La queue de langoustine bien fraîche et cuite à point, c’est un petit bijou gustatif. C’est ferme, on a presque envie de dire croquant, puis c’est fondant, ça offre un goût à la fois frais et profond, simple et complexe, oui, tout ça est contradictoire, c’est la magie de ce joli crustacé.
Mais attention, c’est fragile, une langoustine, ce n’est pas pour rien qu’on la surnomme la Demoiselle de Loctudy (ou de Lesconil, ou du Guilvinec, chaque port revendique ce privilège). Elle exige les meilleurs soins : si on veut en profiter pleinement, il faut la connaître. C’est parti pour quelques explications…
Un joli petit monstre
Cette demoiselle est timide — elle se cache dans des terriers creusés dans la vase fine — et taillée pour le combat.
C’est dans ces sédiments que la langoustine creuse son terrier, elle y reste toute la journée et sort au crépuscule ou à l’aube pour chercher sa nourriture sur le sol.
Alors le monstre se révèle : ses grandes pinces lui servent à se défendre, mais regardez bien ses pattes : les premières se terminent par de petites pinces qui lui servent à déchiqueter ses proies (crevettes, mollusques, étoiles de mer…).
Sa tête très cuirassé s’orne d’un rostre piquant et coupant qui la protège des coups de dents de ses prédateurs (lotte, merlu…). Mais sa défense, c’est d’abord la fuite : un vigoureux coup de queue la projette en arrière dans une formidable accélération. D’où le volume du muscle, c’est lui qui nous intéresse, c’est lui que vise son principal prédateur, l’homme.
La pêche à la langoustine
En France
En France, on la pêche sur la Grande Vasière, une zone qui s’étend à une distance moyenne de 40 km des côtes, depuis le Sud-Finistère jusqu’à La Rochelle, à une centaine de mètres de profondeur. C’est donc au chalut qu’on peut la pêcher, au moment où elle sort de son terrier.
Les bateaux des ports du Sud Finistère partent pour une marée d’un ou deux jours. Ils chalutent au coucher du soleil et au lever du jour.
Les bateaux sont équipés de viviers réfrigérés et oxygénés.

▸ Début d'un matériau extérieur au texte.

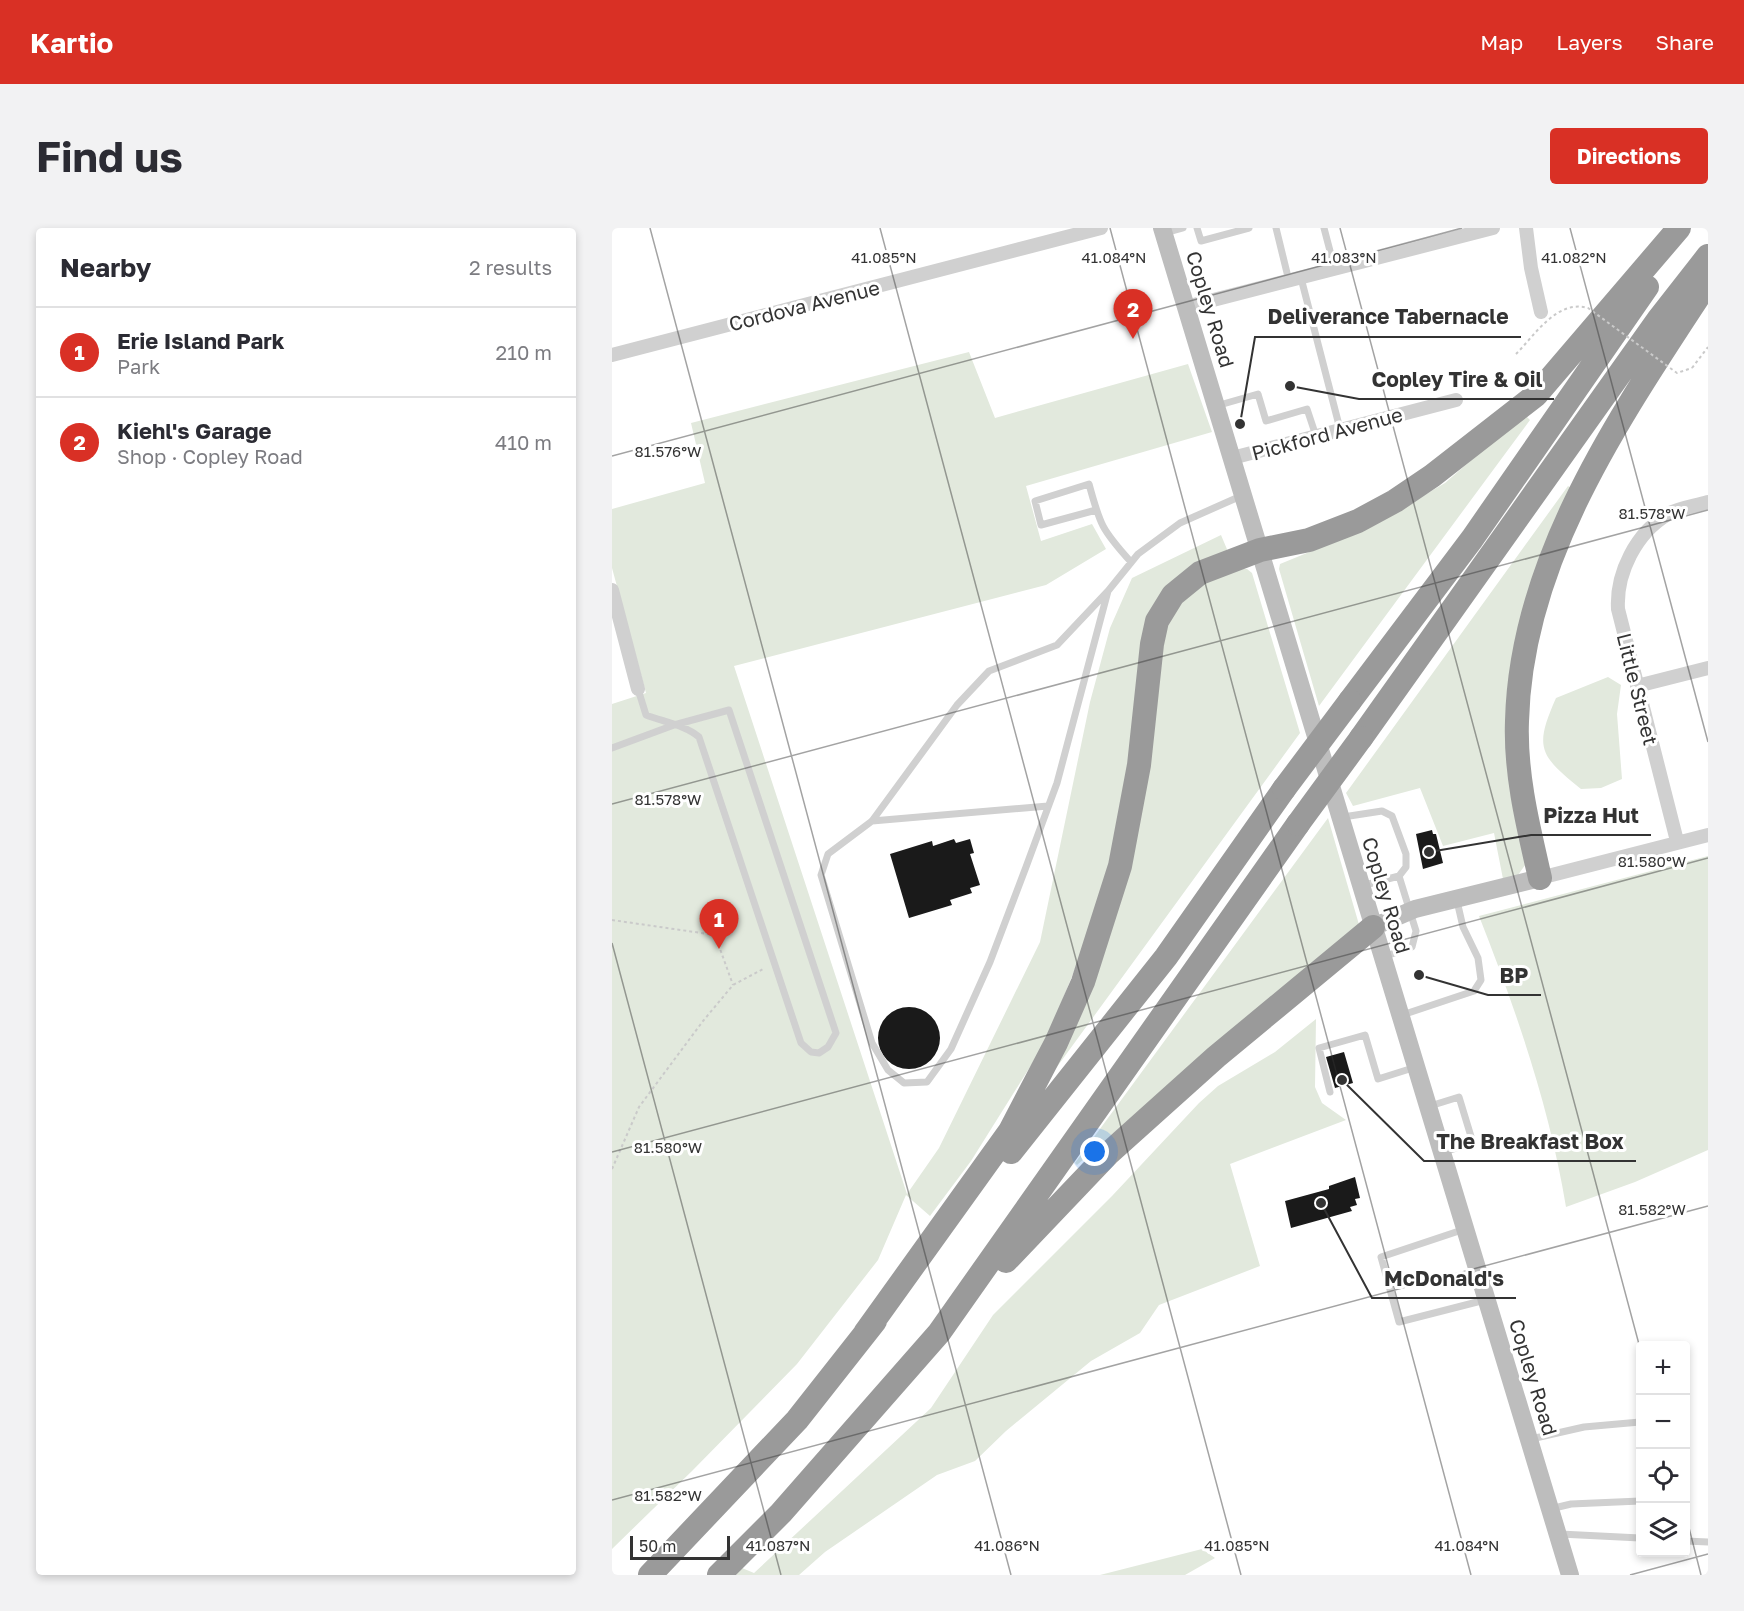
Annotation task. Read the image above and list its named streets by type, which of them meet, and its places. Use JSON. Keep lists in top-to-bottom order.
{
  "streets": {
    "main road": ["Copley Road"],
    "street": ["Cordova Avenue", "Pickford Avenue", "Little Street"]
  },
  "crossings": [
    ["Copley Road", "Pickford Avenue"]
  ],
  "places": [
    "Copley Tire & Oil",
    "Deliverance Tabernacle",
    "Pizza Hut",
    "BP",
    "The Breakfast Box",
    "McDonald's"
  ],
  "scale_bar": "50 m",
  "page": {
    "header": "Kartio",
    "nav": ["Map", "Layers", "Share"],
    "buttons": "Directions",
    "title": "Find us",
    "heading": ["Nearby", "2 results"],
    "pins": ["2", "1"],
    "list": [
      {
        "mark": "1",
        "name": "Erie Island Park",
        "note": "Park",
        "value": "210 m"
      },
      {
        "mark": "2",
        "name": "Kiehl's Garage",
        "note": "Shop · Copley Road",
        "value": "410 m"
      }
    ],
    "map_buttons": ["+", "−"],
    "scale": "50 m"
  },
  "coordinates": [
    "41.085°N",
    "41.084°N",
    "41.083°N",
    "41.082°N",
    "81.576°W",
    "81.578°W",
    "81.580°W",
    "81.582°W",
    "41.087°N",
    "41.086°N"
  ]
}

Ils débarquent au port entre minuit et trois heures du matin, la vente à la criée débute à 3h30, et les langoustines arrivent sur les étals des poissonniers du Grand Ouest dès l’ouverture. Elles sont alors bien vivantes.
En mer celtique
Les bateaux français vont parfois pêcher en mer celtique et en mer d’Irlande, avec la même technique. Les marées sont plus longues (une ou deux semaines), ce qui ne permet pas de ramener des langoustines vivantes.
En Écosse
Les Écossais pêchent la langoustine en zone côtière, par des fonds de 10 à 20 m, au casier, ce qui assure une excellente qualité.
Elle est expédiée vivante avec d’infinies précautions, un peu partout dans le monde, souvent par avion (!), à destination de grossistes en restauration. Elle est également congelée sur place.
La fraîcheur
La langoustine vivante
Mais alors, est-ce si important de commercialiser la langoustine vivante ? Oui, et plus encore, la langoustine sera vraiment excellente si vous la cuisez encore vivante (oui, c’est terrible, mais finalement pas davantage qu’une lente agonie).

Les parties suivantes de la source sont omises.